Rex deputy chairman John Sharp has said Qantas is secretly “distressed” at his airline’s plans to fly capital city routes despite publically belittling its chances.
In a bullish newspaper column, Sharp appeared to compare the national carrier to the Titanic and said the real reason for chief executive Alan Joyce’s strong comments were to make customers think Rex and Virgin could collapse.
The tit-for-tat response comes after Joyce told Australian Aviation in December that the regional airline’s “limited network” and higher ticket prices would hold them back.
Rex will start flying between Sydney and Melbourne on 1 March, with plans to expand flights to Brisbane by Easter.
It marks the first major new competitor for the so-called Golden Triangle in two decades.
“His prediction of failure for either Rex or Virgin is designed to undermine them by casting doubt over their survivability, steering passengers into the arms of Qantas because, according to Joyce, it’s the only airline guaranteed of longevity and the only safe place to book a ticket,” wrote Sharp in the AFR.
He went on to accuse Qantas, which he called a “600-pound gorilla”, of repeatedly getting lucky in its history, with Ansett’s collapse and Virgin’s poor financial performance.
“Joyce was appointed CEO of Qantas in November 2008, at the same time the GFC struck,” wrote Sharp. “This could explain his nervousness today as he has presided over a 12-year period when Qantas lost cumulatively, arguably not entirely his fault, $300 million.
“It would have been a bigger bloodbath if Virgin Australia had not given Qantas a free kick by being the basket case it was during that period.”
He said Rex’s entry into the market was a wake-up call and defiantly said there is a “new game in town”.

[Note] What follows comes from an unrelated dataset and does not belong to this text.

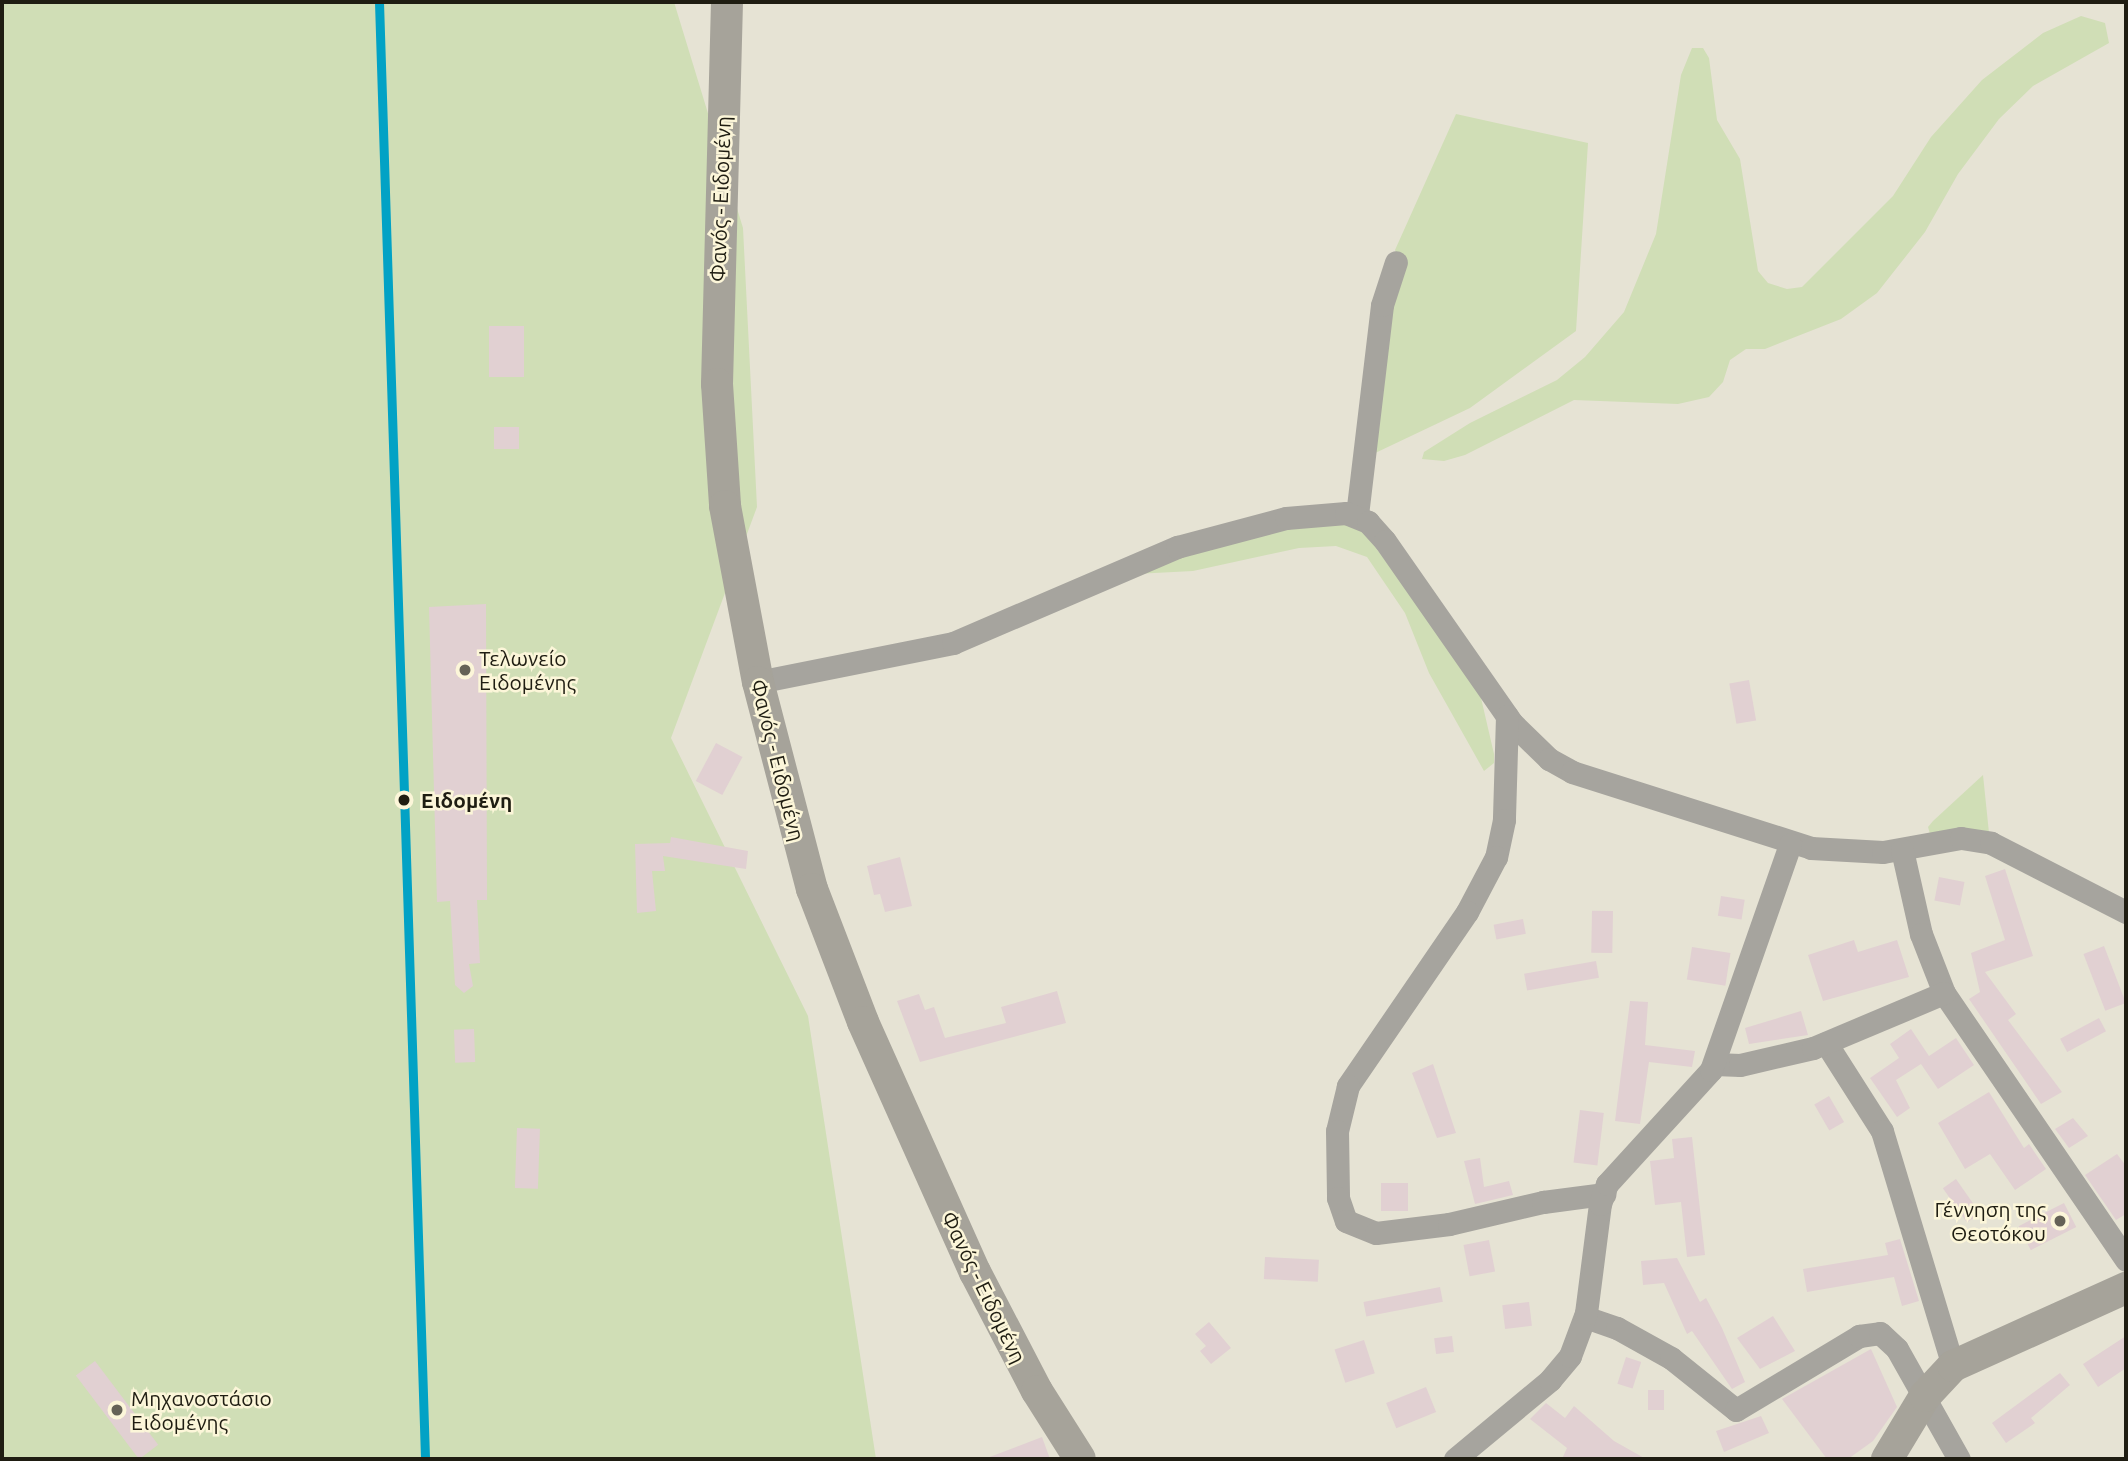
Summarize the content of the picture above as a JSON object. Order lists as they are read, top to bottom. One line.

“Joyce took comfort from history in his prediction. From the Titanic to Pan Am to Kodak to Nokia to General Motors, the world is littered with what was believed to be too-big-and-too iconic-to-fail,” wrote Sharp. “In today’s warp-speed world, those who constantly rely on history may soon find themselves being part of it.
Sharp’s thundering quotes come after Alan Joyce told Australian Aviation in December that he was “very confident” Qantas could hold its increased 70 per cent after the pandemic subsides.
“Rex are talking about a staged approach into the market,” said Joyce. “We’re very confident in our position, Jetstar will still have a significantly lower cost base because it has scale advantages over Rex.
“Jetstar is offering lower air fares than Rex, even today when they launched. And we do believe from the business market, Rex’s network is extremely limited and the business corporate market is going to be still very attractive to the proposition Qantas has.
“Qantas as an example is opening up 30 of its 35 lounges domestically, before Christmas. Our next major competitor has only six lounges and there’s question marks over some of them.
“Qantas loyalty program has been announcing a number of announcements in the last few weeks about maintaining people’s status, which is being well received, and matching status on other airlines, which we’ve had thousands of customers respond to.
“And we can see with Jetstar, certainly with Tiger removed from the market, that the low-cost market is moving towards Jetstar, too. So we also believe that there’s been a big strategic advantage for Qantas by having a bigger network of more frequencies.”
Last year, Rex confirmed it would initially operate nine return services a day between Sydney and Melbourne, with sale prices starting at $79. Economy tickets will include checked baggage, food and pre-assigned seating – indicating Rex will pursue a ‘mid-market’ hybrid strategy.